Container Exit alert

Hello,
I’m interested in sending myself an email when one of my containers exit. I’ve integrated Cadvisor and Prometheus to get metrics like container_last_seen, but am stuck on actually calculating if there’s less containers then there was, and how to pass the container name in the notification policy, if you could please help.
I’m trying this in the query (note I’ve tried to exclude a few that are almost always closed):
count(container_last_seen{container_name!~“nextcloud-aio-watchtower|nextcloud-aio-borgbackup|fgc”}) by (container_name)
problem here is the container name field isn’t correct. With the below annotations


I get some gobbly-gook in the alert

I see in the dashboard they got the name doing sum(rate(container_network_transmit_bytes_total{instance=~“$host”,name=~“$container”,name=~“.+”}[5m])) by (name) but can’t seem to replicate that with the dollar sign.
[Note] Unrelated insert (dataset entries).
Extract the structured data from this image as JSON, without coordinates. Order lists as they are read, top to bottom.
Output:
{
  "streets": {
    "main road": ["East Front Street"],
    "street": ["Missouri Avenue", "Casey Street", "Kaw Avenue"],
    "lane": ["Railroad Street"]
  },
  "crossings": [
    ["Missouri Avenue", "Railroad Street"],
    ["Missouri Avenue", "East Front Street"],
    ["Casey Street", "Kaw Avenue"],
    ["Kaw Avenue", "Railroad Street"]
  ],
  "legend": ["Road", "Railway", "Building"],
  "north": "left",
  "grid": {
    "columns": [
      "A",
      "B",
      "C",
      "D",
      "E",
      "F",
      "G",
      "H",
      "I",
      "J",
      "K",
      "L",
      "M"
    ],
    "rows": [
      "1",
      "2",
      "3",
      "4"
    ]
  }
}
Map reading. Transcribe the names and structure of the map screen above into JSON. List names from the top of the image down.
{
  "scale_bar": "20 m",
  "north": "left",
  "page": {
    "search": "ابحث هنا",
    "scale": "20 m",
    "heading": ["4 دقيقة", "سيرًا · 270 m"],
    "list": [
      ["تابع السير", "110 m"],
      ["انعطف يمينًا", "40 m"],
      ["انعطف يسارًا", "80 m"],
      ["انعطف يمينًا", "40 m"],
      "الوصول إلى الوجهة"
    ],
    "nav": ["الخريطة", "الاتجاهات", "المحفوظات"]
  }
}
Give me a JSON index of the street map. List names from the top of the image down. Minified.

  1. The annotation template context does not have .Annotations. It looks like you try to refer one annotation in another. That does not work. You need to fix the template to use $labels.container_name
  2. According to the content of the email, I can see that rule query does not seem to return any labels at all, which looks strange unless you use Classic Condition, which aggregates all dimensions and then calculates checks against threshold. If you do not use classic condition, what do you see when you click “Preview” button on rule edit page?

Okay apparently I’d somehow got curly ‘“’ in there instead of ‘"’. So now the command is

count(container_last_seen{container_name!~"nextcloud-aio-watchtower|nextcloud-aio-borgbackup|fgc"}) by (container_name)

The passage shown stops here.